***** Records provided *****

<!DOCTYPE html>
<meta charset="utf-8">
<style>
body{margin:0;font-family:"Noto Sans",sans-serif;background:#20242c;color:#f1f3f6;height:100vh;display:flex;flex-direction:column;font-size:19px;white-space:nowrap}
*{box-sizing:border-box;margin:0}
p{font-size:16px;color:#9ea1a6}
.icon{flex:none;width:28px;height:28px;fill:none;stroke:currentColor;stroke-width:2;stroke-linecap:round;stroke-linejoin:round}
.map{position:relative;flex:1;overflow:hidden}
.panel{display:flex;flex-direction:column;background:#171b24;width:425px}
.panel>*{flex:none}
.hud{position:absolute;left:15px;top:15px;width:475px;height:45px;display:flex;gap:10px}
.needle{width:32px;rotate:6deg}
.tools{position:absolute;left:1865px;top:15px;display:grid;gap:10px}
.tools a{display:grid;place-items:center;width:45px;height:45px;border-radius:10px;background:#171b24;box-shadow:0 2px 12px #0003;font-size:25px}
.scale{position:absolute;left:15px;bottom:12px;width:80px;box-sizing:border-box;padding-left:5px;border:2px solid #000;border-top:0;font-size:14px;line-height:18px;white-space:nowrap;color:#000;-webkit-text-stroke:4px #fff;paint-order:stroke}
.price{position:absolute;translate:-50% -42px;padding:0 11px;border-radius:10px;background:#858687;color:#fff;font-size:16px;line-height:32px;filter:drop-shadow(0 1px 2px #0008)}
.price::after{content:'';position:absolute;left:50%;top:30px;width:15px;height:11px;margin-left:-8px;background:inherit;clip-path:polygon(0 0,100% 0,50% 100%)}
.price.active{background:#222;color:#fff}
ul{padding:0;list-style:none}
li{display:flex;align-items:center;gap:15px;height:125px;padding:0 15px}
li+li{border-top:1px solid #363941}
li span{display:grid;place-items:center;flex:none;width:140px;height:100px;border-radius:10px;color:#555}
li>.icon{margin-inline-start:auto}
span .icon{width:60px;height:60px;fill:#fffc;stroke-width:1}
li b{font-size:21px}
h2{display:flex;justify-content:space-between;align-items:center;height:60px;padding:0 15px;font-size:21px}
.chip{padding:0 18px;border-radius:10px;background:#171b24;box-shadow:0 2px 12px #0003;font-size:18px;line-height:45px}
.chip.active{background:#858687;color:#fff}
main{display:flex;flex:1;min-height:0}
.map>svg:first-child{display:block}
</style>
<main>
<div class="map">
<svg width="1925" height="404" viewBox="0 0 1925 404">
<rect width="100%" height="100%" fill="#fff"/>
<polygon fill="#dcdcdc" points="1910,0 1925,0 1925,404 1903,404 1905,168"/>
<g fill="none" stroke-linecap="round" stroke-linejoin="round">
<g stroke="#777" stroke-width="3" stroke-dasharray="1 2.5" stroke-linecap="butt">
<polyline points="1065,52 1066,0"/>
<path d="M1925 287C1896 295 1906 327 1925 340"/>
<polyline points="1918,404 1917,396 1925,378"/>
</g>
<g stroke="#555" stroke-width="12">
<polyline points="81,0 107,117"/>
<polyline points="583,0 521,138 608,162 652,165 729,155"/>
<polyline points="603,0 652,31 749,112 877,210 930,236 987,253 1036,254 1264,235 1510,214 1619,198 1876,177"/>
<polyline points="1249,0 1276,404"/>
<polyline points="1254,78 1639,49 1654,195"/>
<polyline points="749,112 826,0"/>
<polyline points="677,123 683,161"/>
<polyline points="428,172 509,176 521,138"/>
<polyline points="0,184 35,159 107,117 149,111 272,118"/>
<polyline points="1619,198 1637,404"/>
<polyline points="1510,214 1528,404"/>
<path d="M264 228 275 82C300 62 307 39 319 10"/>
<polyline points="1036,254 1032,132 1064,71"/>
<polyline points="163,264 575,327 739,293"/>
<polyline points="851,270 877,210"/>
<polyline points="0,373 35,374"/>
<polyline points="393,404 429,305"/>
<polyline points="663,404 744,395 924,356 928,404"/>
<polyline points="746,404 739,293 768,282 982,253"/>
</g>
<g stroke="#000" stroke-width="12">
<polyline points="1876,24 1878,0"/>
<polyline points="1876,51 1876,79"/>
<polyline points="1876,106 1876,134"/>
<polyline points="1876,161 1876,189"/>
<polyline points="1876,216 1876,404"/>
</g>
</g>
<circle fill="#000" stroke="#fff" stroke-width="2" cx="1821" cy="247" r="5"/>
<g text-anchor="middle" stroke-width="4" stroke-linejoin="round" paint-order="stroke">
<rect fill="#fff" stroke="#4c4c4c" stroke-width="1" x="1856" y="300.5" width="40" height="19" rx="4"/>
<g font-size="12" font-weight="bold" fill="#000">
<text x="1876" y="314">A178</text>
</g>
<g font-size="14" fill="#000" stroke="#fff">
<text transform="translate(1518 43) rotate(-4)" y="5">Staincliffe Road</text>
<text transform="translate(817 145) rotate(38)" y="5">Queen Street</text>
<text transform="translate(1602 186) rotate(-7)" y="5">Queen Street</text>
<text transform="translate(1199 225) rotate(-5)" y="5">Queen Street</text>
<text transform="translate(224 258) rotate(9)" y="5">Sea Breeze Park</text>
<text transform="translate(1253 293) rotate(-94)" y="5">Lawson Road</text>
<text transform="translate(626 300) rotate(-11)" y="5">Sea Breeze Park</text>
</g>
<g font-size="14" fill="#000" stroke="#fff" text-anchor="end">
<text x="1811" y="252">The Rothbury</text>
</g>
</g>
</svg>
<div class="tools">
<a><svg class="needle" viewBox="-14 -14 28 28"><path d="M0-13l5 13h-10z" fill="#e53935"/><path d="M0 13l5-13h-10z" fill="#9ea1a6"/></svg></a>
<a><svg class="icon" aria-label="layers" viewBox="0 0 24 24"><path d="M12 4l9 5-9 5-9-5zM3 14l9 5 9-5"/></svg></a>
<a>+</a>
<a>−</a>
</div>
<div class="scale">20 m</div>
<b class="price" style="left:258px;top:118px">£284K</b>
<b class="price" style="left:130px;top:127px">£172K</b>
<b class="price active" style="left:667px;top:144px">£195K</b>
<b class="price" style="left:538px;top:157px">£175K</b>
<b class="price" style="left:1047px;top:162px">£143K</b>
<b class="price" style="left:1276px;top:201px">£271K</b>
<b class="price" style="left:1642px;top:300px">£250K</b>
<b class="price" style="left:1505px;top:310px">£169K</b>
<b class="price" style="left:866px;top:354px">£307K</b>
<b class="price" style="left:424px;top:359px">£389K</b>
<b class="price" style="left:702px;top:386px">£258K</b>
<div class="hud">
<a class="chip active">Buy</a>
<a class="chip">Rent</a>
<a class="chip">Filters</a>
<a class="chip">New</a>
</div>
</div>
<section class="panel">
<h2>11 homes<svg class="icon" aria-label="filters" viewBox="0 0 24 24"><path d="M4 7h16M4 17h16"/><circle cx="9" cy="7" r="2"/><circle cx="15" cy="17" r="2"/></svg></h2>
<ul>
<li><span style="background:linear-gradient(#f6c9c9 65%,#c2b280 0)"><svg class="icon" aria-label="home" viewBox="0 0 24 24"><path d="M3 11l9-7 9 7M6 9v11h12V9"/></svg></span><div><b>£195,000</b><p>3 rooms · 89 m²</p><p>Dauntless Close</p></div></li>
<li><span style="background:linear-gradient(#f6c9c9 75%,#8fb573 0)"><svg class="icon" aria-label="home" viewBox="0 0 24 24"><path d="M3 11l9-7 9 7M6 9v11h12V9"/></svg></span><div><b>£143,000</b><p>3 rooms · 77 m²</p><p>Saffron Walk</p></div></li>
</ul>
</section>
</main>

*****

_Work required:_ Wherever the word "polygon" shows up in the material, copy the line it is on.

_Output of the task:_
.price::after{content:'';position:absolute;left:50%;top:30px;width:15px;height:11px;margin-left:-8px;background:inherit;clip-path:polygon(0 0,100% 0,50% 100%)}
<polygon fill="#dcdcdc" points="1910,0 1925,0 1925,404 1903,404 1905,168"/>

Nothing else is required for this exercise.